• _Required work_
Each entry that follows is to be retyped exactly. Pictures do not belong in the copy.

(Saved data entries)
• • • • •

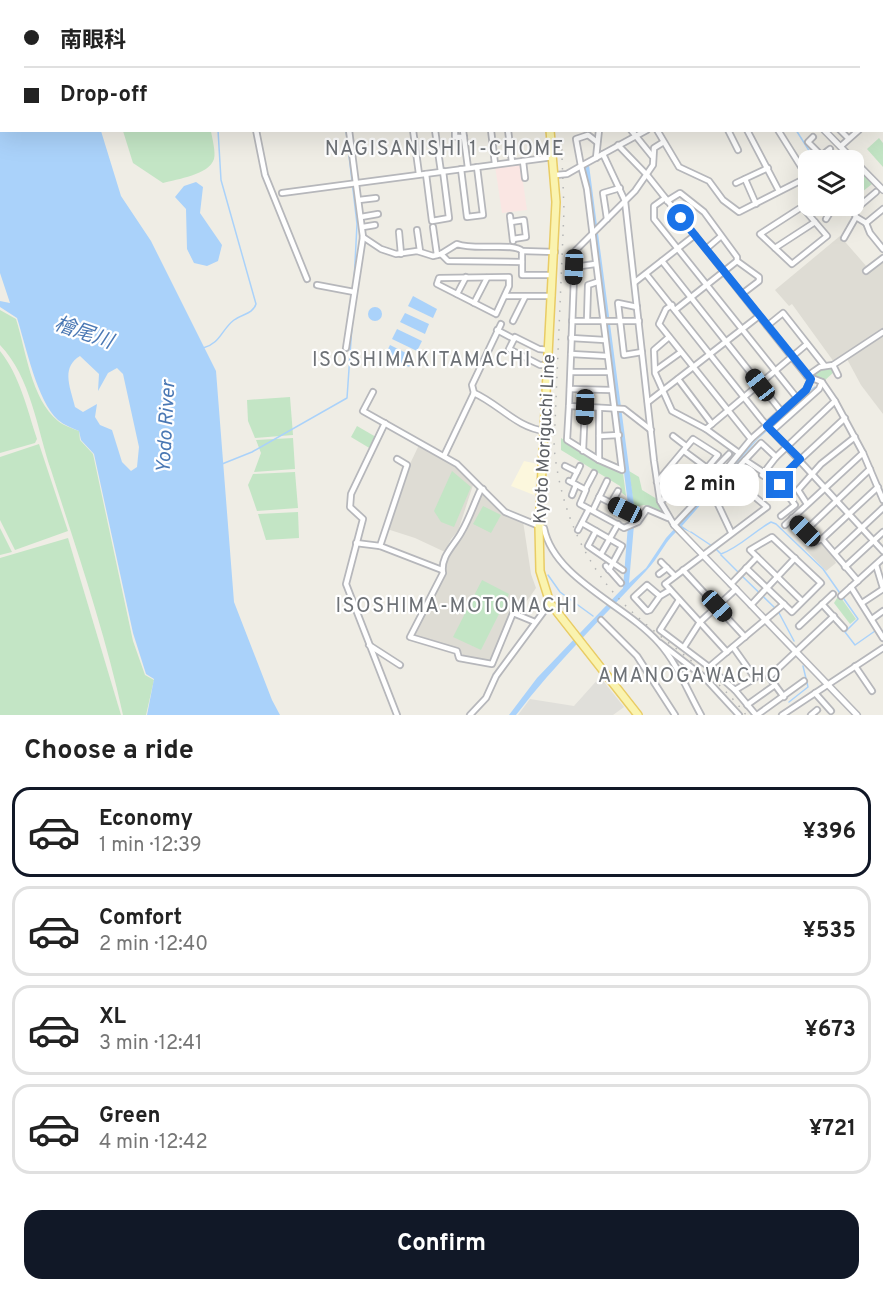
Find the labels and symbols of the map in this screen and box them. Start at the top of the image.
district label: NAGISANISHI 1-CHOME [325,137,565,163]
route start [667,204,694,231]
car [564,249,584,285]
water label: 檜尾川 [51,312,118,357]
district label: ISOSHIMAKITAMACHI [312,348,532,374]
street label: Kyoto Moriguchi Line [530,354,561,525]
car [742,365,778,405]
water label: Yodo River [152,379,182,474]
car [575,389,595,425]
callout: 2 min [660,464,759,506]
route end [766,471,793,498]
car [605,494,645,526]
car [786,512,824,550]
car [698,587,736,625]
district label: ISOSHIMA-MOTOMACHI [335,594,579,620]
district label: AMANOGAWACHO [598,664,782,690]

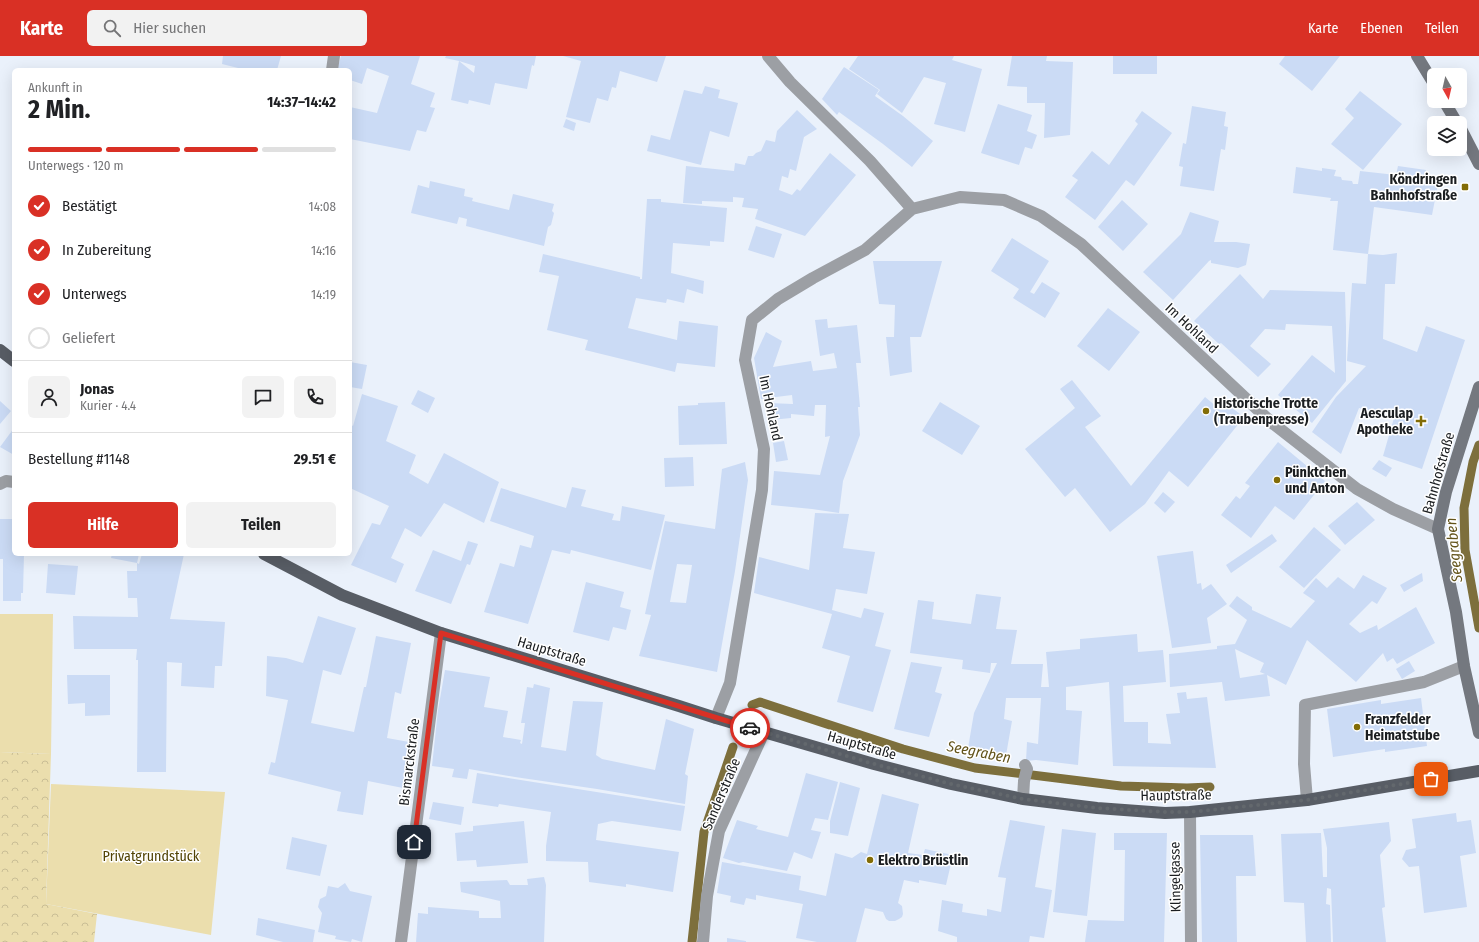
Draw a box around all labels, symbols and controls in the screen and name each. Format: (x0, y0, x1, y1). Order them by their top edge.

• • • • •

• _Result below_
Find the labels and symbols of the map in this screen and box them. Start at the top of the image.
district label: NAGISANISHI 1-CHOME [325,137,565,163]
route start [667,204,694,231]
car [564,249,584,285]
water label: 檜尾川 [51,312,118,357]
district label: ISOSHIMAKITAMACHI [312,348,532,374]
street label: Kyoto Moriguchi Line [530,354,561,525]
car [742,365,778,405]
water label: Yodo River [152,379,182,474]
car [575,389,595,425]
callout: 2 min [660,464,759,506]
route end [766,471,793,498]
car [605,494,645,526]
car [786,512,824,550]
car [698,587,736,625]
district label: ISOSHIMA-MOTOMACHI [335,594,579,620]
district label: AMANOGAWACHO [598,664,782,690]

Draw a box around all labels, symbols and controls in the screen and name each. Format: (x0, y0, x1, y1). Order them by their top edge.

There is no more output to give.